TASK OBJECTIVE
Below are the records; copy out every line that holds the word "small".

------------------------------------------------------------------------

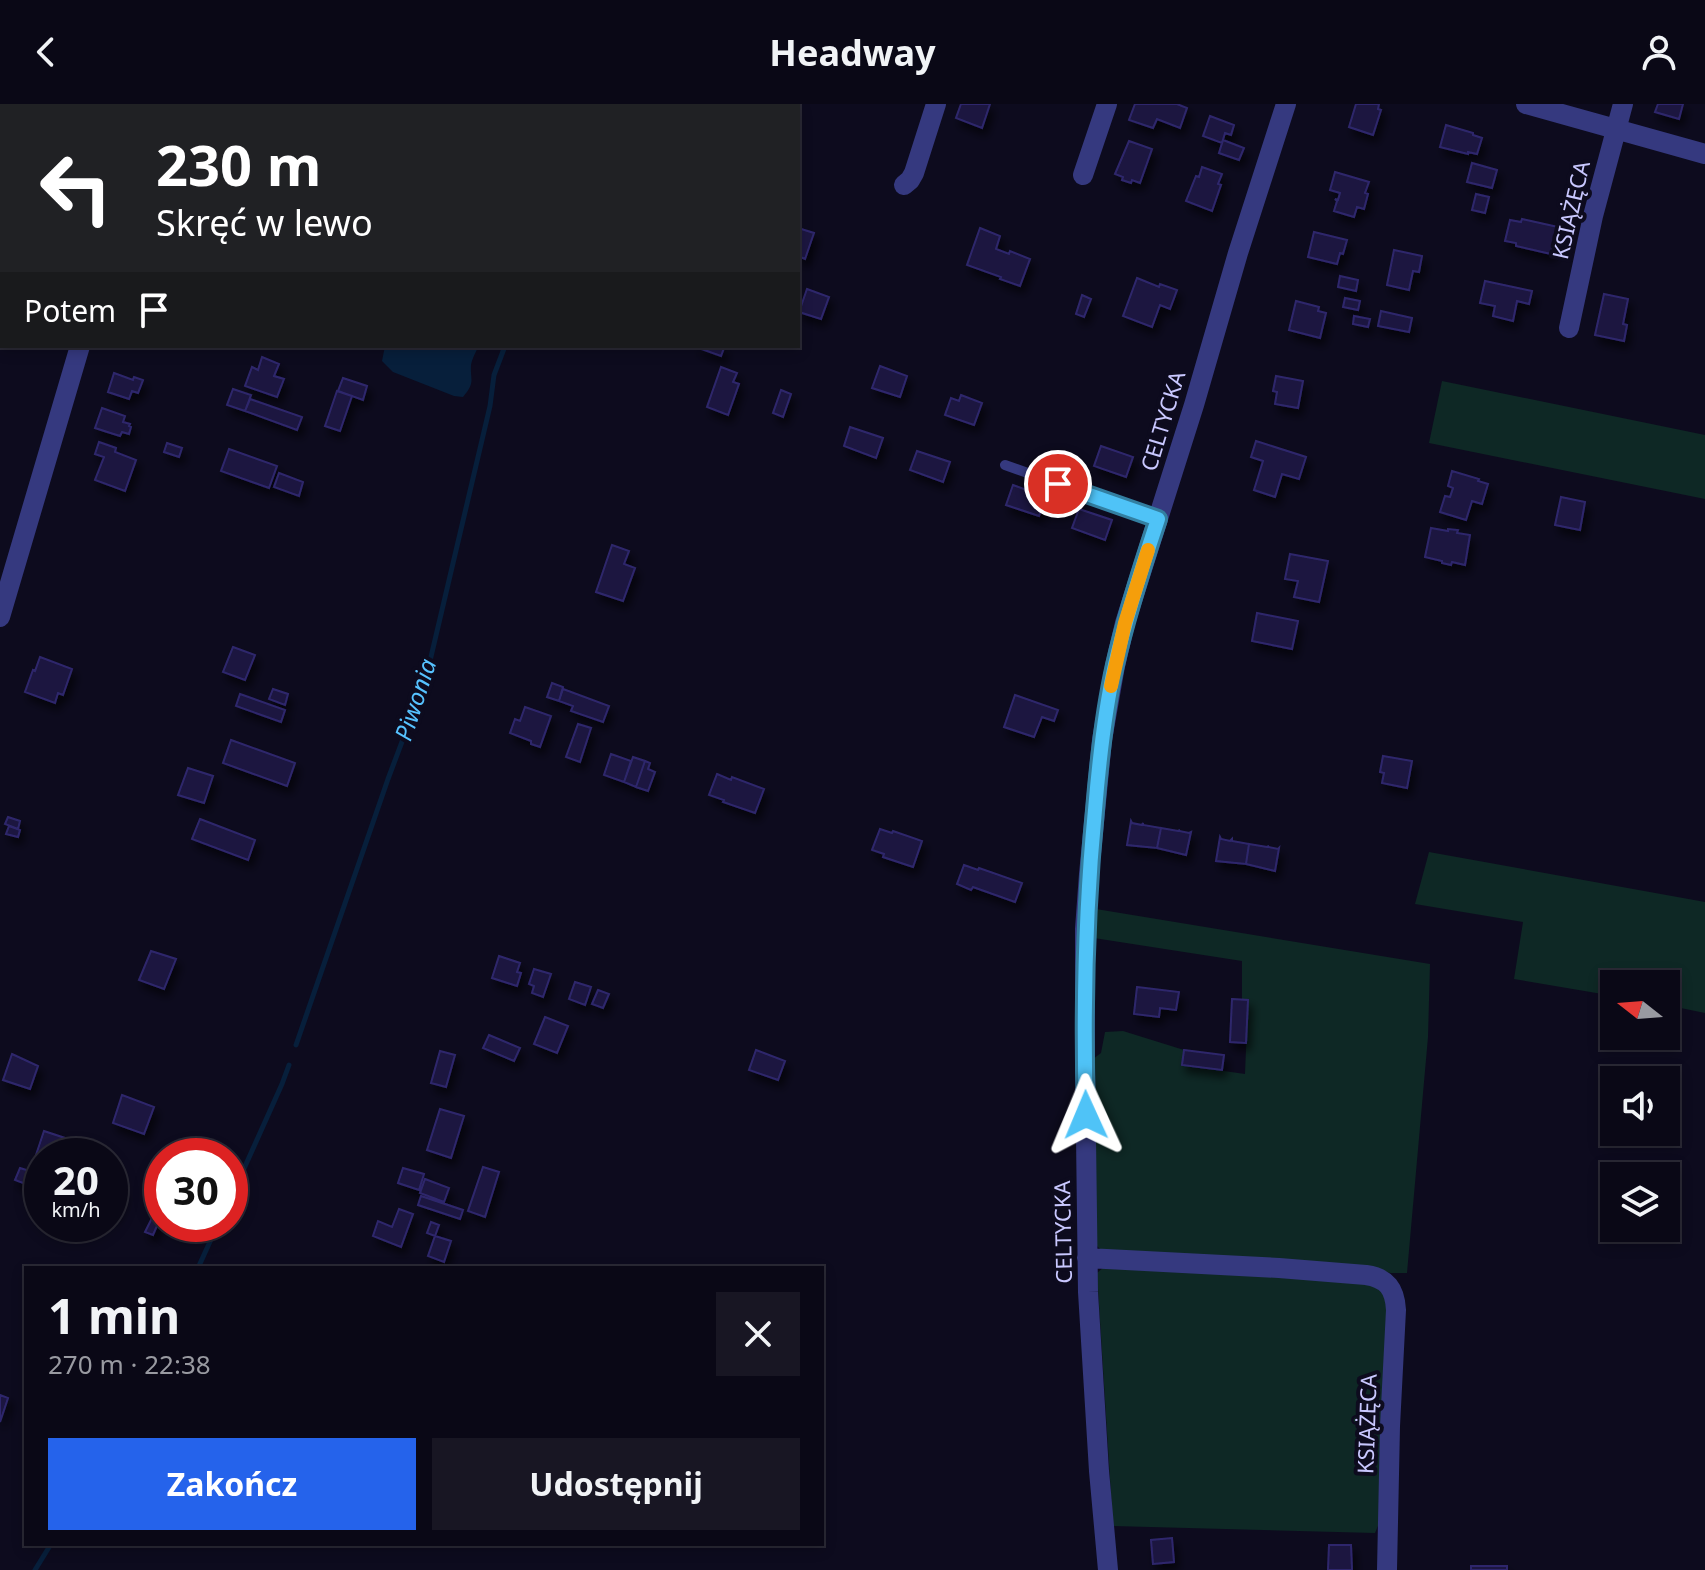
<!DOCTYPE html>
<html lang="pl">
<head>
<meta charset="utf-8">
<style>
	:root { --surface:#0a0816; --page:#181623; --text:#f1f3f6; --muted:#999aa1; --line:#2a2935; --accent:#2563eb }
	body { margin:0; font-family:"Noto Sans",sans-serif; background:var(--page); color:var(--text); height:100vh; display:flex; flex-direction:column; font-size:30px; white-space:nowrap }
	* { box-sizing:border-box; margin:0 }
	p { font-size:26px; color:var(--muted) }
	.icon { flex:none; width:44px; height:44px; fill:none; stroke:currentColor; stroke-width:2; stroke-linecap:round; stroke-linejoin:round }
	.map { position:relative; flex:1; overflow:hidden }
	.side { position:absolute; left:24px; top:1162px; width:800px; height:280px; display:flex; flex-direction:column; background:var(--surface); border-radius:0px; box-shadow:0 4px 12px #0003,0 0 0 2px var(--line) }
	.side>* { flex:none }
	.hud { position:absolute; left:0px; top:0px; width:800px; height:244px; box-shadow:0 4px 12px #0003,0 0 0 2px var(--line); background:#202124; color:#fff; overflow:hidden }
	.needle { width:52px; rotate:287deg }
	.fabs { position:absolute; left:1600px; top:866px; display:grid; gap:16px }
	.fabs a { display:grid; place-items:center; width:80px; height:80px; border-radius:0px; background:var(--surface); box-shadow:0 4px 12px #0003,0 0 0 2px var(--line); font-size:40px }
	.speed { position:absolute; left:24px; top:1034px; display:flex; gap:16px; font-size:40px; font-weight:700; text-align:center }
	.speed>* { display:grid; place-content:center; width:104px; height:104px; border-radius:50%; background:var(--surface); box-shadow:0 4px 12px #0003,0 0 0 2px var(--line); line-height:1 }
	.speed small { font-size:20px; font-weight:400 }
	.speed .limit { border:12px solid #d22; background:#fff; color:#111 }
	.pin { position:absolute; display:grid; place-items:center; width:68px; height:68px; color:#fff; margin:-34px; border:4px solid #fff; border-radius:50%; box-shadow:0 2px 8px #0007 }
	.me { position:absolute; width:88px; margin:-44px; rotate:359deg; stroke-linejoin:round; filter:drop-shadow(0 0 6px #0008) }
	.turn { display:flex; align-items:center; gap:28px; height:168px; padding:0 24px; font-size:36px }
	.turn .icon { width:104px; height:104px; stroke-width:2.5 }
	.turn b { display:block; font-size:56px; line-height:68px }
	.then { display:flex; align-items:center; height:76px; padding:0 24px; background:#0003; gap:16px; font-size:30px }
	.round { display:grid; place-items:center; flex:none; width:84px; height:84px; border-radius:0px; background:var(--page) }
	.head { display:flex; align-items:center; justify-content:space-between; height:136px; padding:0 24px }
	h1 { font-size:48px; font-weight:700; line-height:60px }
	.button { display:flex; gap:16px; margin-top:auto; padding:16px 24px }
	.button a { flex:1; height:92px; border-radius:0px; background:var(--accent); color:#fff; font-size:32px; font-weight:700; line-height:92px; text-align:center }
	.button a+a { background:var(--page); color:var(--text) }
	header { display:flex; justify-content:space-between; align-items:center; height:104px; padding:0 24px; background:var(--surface); font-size:36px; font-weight:700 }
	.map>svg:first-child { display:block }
	.green { fill:#0e2825 }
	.water { fill:#071f3b }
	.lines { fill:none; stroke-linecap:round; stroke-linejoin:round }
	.stream { stroke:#071f3b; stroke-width:5 }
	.building { fill:#1b173f; stroke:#2f286c; stroke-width:2; filter:url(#shadow) }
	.lane { stroke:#35397f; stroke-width:10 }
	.street { stroke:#35397f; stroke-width:20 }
	.route-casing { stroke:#337fa1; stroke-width:20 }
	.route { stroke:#4fc3f7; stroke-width:14 }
	.slow { stroke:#f59e0b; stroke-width:14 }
	.labels { text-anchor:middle; stroke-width:8; stroke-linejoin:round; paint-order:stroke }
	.street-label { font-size:22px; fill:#c9c8ff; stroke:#0d0b1e }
	.water-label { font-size:24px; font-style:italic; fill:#56c2ff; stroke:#0d0b1e }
</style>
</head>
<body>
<header><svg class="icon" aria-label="back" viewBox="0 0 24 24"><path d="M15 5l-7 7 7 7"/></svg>Headway<svg class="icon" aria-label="person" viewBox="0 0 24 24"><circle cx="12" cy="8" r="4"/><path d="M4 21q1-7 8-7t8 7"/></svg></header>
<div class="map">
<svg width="1705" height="1466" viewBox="0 0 1705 1466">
	<defs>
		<filter id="shadow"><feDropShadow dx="4" dy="7" stdDeviation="4" flood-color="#0009"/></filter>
	</defs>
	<rect width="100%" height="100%" fill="#0d0b1e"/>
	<path class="green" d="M 1442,277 L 1705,331 L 1705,395 L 1429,339 Z
		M 1429,748 L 1705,798 L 1705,909 L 1666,901 L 1666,880 L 1614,880 L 1614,892 L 1514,875 L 1523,818 L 1415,800 Z
		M 1096,805 L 1430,860 L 1428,933 L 1407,1169 L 1391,1169 L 1376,1166 L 1103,1148 L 1095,1140 L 1093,955 L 1101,949 L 1105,928 L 1123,927 L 1184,946 L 1182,961 L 1245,970 L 1248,896 L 1242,895 L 1242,857 L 1094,834 Z
		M 1104,1163 L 1372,1178 L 1388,1190 L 1382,1412 L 1375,1429 L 1113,1422 L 1097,1169 Z"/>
	<path class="water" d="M 385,242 L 479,242 C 476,247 472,255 471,261 C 470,276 476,278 463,293 L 454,292 L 393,268 L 382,257 Z"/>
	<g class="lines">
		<path class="stream" d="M 635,2 L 637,0
			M 296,941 L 388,675 L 426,574 L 490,302 L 494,271 L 505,242
			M 238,1078 L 282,980 L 289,961
			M 230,1094 L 233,1087
			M 198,1164 L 218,1120
			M 35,1466 L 51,1440"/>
	</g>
	<path class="building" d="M 961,0 L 990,0 L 982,24 L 956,14 Z
		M 1135,0 L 1177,0 L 1187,4 L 1180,24 L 1157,15 L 1153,24 L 1129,16 Z
		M 1356,0 L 1379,0 L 1378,5 L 1381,6 L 1373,31 L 1349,23 Z
		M 1658,0 L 1683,0 L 1679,15 L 1655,8 Z
		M 1210,12 L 1234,21 L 1231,31 L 1225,29 L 1222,39 L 1203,32 Z
		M 1446,21 L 1473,29 L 1473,31 L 1482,34 L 1477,50 L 1468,48 L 1468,50 L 1440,43 Z
		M 1223,36 L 1244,44 L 1239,56 L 1219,49 Z
		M 1129,37 L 1152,45 L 1140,79 L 1132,76 L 1131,79 L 1122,76 L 1123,73 L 1115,70 Z
		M 1472,59 L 1497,66 L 1492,84 L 1467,78 Z
		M 1202,63 L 1222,70 L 1218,80 L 1221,81 L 1212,107 L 1186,97 L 1196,72 L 1199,73 Z
		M 1335,68 L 1369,78 L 1365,89 L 1368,90 L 1364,105 L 1357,103 L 1354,113 L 1334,107 L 1337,97 L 1335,95 L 1338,96 L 1340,89 L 1330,86 Z
		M 1476,90 L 1489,93 L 1485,109 L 1472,106 Z
		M 1522,115 L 1558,123 L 1551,150 L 1516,142 L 1516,139 L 1505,137 L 1510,116 L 1521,118 Z
		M 798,124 L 814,129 L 805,155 L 798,152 Z
		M 980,124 L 1000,132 L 996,145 L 1009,150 L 1010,147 L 1030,155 L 1020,182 L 1000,175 L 1001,173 L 967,161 Z
		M 1314,128 L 1347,136 L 1343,150 L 1340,149 L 1337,160 L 1308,153 Z
		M 1394,146 L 1422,152 L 1419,168 L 1413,167 L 1409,186 L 1387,181 Z
		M 1340,172 L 1358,176 L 1356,187 L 1338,183 Z
		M 1137,174 L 1159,183 L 1160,180 L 1177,186 L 1170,205 L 1160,201 L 1152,223 L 1123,212 Z
		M 1485,177 L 1532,187 L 1529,200 L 1517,197 L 1513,217 L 1493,212 L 1495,202 L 1480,199 Z
		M 807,185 L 829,193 L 821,215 L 799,208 Z
		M 1604,190 L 1628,195 L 1623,220 L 1627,221 L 1624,237 L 1595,231 Z
		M 1082,191 L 1091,195 L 1084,213 L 1076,210 Z
		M 1345,194 L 1360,197 L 1358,206 L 1343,203 Z
		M 1296,197 L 1319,203 L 1318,207 L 1326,209 L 1320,234 L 1289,226 Z
		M 1381,207 L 1412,214 L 1409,228 L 1378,222 Z
		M 1354,212 L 1370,215 L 1368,223 L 1353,220 Z
		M 697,242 L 718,242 L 724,244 L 721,252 L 696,243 Z
		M 262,253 L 279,260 L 274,272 L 284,275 L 277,293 L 245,282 L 252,263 L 258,266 Z
		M 880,262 L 907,272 L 900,293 L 872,284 Z
		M 721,263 L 737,269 L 733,278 L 739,280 L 728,311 L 707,303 Z
		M 114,269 L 133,276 L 134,273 L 143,276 L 138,289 L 132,287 L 129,295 L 108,288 Z
		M 1276,272 L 1303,277 L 1298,304 L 1275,300 L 1277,288 L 1273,287 Z
		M 343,274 L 367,282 L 363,296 L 338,287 Z
		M 233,285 L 251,291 L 245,307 L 227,301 Z
		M 781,286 L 791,290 L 783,313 L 773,309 Z
		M 337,287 L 352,292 L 340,327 L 325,322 Z
		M 961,291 L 982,299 L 974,321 L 945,311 L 951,294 L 959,297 Z
		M 250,295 L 302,313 L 297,326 L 245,307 Z
		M 102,304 L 125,312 L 123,318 L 130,320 L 129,322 L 131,323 L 129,330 L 122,328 L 120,332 L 95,324 Z
		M 850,323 L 883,334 L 876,354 L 844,342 Z
		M 1256,337 L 1306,353 L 1299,375 L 1282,370 L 1275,393 L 1254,386 L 1263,357 L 1251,353 Z
		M 99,338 L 116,344 L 115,348 L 136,356 L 125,387 L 95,376 L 104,353 L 95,350 Z
		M 167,339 L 182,344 L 179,353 L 164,348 Z
		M 1101,342 L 1133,353 L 1126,373 L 1094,362 Z
		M 229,345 L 277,362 L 269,384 L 221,367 Z
		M 917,347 L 950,358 L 943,378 L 910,366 Z
		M 1452,367 L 1479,375 L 1478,377 L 1488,380 L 1482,400 L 1472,397 L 1466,416 L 1440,408 L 1445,392 L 1450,393 L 1453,384 L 1448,382 Z
		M 279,369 L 303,378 L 299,392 L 274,383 Z
		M 1013,381 L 1046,393 L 1039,412 L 1006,401 Z
		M 1561,393 L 1585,398 L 1580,426 L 1555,421 Z
		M 1079,405 L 1112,416 L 1105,436 L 1072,424 Z
		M 1431,424 L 1448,427 L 1448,425 L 1458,426 L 1457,429 L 1470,431 L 1465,461 L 1452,458 L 1451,461 L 1442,459 L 1442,457 L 1425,453 Z
		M 612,441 L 629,447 L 624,460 L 635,464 L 623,497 L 596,488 Z
		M 1290,450 L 1328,457 L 1319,498 L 1294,493 L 1298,477 L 1285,475 Z
		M 1257,509 L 1298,517 L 1292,545 L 1252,537 Z
		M 233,543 L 255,551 L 245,576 L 223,568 Z
		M 40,553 L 72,565 L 63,591 L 58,589 L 55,599 L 25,588 L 33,566 L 35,567 Z
		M 552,579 L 563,583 L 559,597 L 547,593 Z
		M 273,585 L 288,590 L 285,601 L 269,595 Z
		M 563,585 L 609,602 L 603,618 L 571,607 L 573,602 L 559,597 Z
		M 240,590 L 285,606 L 281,618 L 236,602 Z
		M 1015,591 L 1058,606 L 1054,617 L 1042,613 L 1034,633 L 1004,623 Z
		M 525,603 L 551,612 L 540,643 L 531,640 L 531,637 L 510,629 L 515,615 L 520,617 Z
		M 578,620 L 591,624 L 580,658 L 566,653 Z
		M 231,636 L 295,659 L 287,682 L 223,659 Z
		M 611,650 L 631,657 L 624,678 L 604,671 Z
		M 1383,652 L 1412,657 L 1407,684 L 1382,679 L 1384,669 L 1380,668 Z
		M 633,653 L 645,657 L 636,683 L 624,678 Z
		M 645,657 L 650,659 L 648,665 L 655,668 L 648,687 L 636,683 Z
		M 188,664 L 213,672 L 204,699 L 178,691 Z
		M 717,670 L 731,676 L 732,673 L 764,685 L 755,709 L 723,698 L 724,696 L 709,691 Z
		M 8,713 L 20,717 L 18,725 L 5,720 Z
		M 200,715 L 255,736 L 248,756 L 192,735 Z
		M 1131,717 L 1132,719 L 1142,721 L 1143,719 L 1143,721 L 1161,724 L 1157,744 L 1127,741 Z
		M 9,722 L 20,726 L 18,733 L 6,730 Z
		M 1161,724 L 1178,727 L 1180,726 L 1179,727 L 1189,729 L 1191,728 L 1186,751 L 1157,744 Z
		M 880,725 L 892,729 L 893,727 L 922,737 L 913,763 L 883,753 L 884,750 L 872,746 Z
		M 1220,733 L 1221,735 L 1230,737 L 1232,735 L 1232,737 L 1249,740 L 1246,760 L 1216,757 Z
		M 1249,740 L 1267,743 L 1269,742 L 1268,743 L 1278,745 L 1279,744 L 1275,767 L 1246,760 Z
		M 964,761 L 978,766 L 979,764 L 1022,779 L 1015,798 L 973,783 L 971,786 L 957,780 Z
		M 151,847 L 176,855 L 164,885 L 139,876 Z
		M 499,852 L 520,859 L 517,868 L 521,869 L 517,882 L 492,874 Z
		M 534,865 L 551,870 L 543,893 L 532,889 L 534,882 L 529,880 Z
		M 575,878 L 591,883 L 585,901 L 569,895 Z
		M 1137,883 L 1179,888 L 1176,906 L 1160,904 L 1159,913 L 1134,910 Z
		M 598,886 L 609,890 L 603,904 L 592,900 Z
		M 1232,895 L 1248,896 L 1246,939 L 1230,938 Z
		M 545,913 L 568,922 L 557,949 L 534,940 Z
		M 489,931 L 520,944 L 514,957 L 483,944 Z
		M 756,946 L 785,957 L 778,976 L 749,966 Z
		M 1184,946 L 1224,951 L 1222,966 L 1182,961 Z
		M 440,947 L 455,951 L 446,983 L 431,979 Z
		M 12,950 L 38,962 L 30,985 L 3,976 Z
		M 122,991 L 154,1003 L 144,1030 L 113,1019 Z
		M 440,1005 L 464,1012 L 451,1054 L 427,1046 Z
		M 44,1027 L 65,1034 L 59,1052 L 42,1053 L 36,1051 Z
		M 483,1063 L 499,1068 L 485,1113 L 468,1107 Z
		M 20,1064 L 42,1071 L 42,1086 L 15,1076 Z
		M 403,1064 L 424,1070 L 419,1086 L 398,1079 Z
		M 425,1075 L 449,1084 L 444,1098 L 420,1089 Z
		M 110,1083 L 122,1087 L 113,1110 L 110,1109 Z
		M 421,1092 L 463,1106 L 460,1115 L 418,1101 Z
		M 399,1105 L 413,1110 L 401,1143 L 373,1132 L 378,1117 L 392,1123 Z
		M 153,1112 L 160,1115 L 153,1131 L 145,1128 Z
		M 431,1118 L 439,1121 L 435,1132 L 427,1129 Z
		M 435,1132 L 451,1137 L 444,1158 L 428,1152 Z
		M 0,1291 L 8,1294 L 0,1318 Z
		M 1172,1434 L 1174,1458 L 1153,1460 L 1151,1436 Z
		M 1329,1441 L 1351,1441 L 1352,1466 L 1328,1466 Z
		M 1471,1462 L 1507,1462 L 1507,1466 L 1471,1466 Z"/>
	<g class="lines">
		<path class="lane" d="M 132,0 L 139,2
			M 1005,361 L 1158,415"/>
		<path class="street" d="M 1526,0 L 1705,50
			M 149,2 L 150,0
			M 1083,71 L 1107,0
			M 904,81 L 910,76 L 914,69 L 936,0
			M 1569,224 L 1593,112 L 1623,0
			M 0,513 L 80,242
			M 1087,1154 L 1279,1164 L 1366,1171 C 1387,1174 1395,1185 1396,1206 L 1390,1322 L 1387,1466
			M 1108,1466 L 1099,1367 L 1088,1188 L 1085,956 L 1085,825 L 1089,770 L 1102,636 L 1115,562 L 1125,519 L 1194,301 L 1238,149 L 1286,0"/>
	</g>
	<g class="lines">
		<defs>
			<path id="route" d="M 1058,380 L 1158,415 C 1142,463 1126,512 1115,561 C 1104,609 1099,658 1095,706 C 1085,808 1083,909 1086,1011"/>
		</defs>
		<use href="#route" class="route-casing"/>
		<use href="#route" class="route"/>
		<path class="slow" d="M 1111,582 L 1125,519 L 1148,446"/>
	</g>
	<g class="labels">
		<g class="street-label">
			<text transform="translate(1571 106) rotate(-77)" y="8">KSIĄŻĘCA</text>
			<text transform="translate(1163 317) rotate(-73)" y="8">CELTYCKA</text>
			<text transform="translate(1063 1128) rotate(-91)" y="8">CELTYCKA</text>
			<text transform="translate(1367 1320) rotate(-88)" y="8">KSIĄŻĘCA</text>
		</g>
		<g class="water-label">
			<text transform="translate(416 596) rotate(-72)" y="8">Piwonia</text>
		</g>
	</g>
</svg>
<div class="fabs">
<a><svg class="needle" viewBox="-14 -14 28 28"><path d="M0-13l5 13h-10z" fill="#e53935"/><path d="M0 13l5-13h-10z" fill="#999aa1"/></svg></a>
<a><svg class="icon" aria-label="sound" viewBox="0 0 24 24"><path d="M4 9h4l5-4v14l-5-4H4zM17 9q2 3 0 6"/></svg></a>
<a><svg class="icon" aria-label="layers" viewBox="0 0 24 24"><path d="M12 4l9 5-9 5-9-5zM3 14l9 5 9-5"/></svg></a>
</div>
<div class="speed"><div>20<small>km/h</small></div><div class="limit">30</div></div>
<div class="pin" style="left:1058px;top:380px;background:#d93025"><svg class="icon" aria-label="arrive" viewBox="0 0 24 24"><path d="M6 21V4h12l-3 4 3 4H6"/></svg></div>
<svg class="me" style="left:1086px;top:1011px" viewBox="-20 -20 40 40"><path d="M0-17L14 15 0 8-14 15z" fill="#4fc3f7" stroke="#fff" stroke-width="4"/></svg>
<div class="hud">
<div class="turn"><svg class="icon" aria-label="left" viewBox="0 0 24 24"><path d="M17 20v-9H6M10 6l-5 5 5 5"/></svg><div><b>230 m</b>Skręć w lewo</div></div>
<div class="then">Potem<svg class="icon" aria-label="arrive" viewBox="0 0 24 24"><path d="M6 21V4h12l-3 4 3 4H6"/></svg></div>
</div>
<section class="side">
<div class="head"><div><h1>1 min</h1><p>270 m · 22:38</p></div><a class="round"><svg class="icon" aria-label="close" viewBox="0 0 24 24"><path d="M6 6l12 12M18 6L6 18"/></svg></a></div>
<div class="button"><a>Zakończ</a><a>Udostępnij</a></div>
</section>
</div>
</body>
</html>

------------------------------------------------------------------------

OUTPUT OF THE EXERCISE
	.speed small { font-size:20px; font-weight:400 }
<div class="speed"><div>20<small>km/h</small></div><div class="limit">30</div></div>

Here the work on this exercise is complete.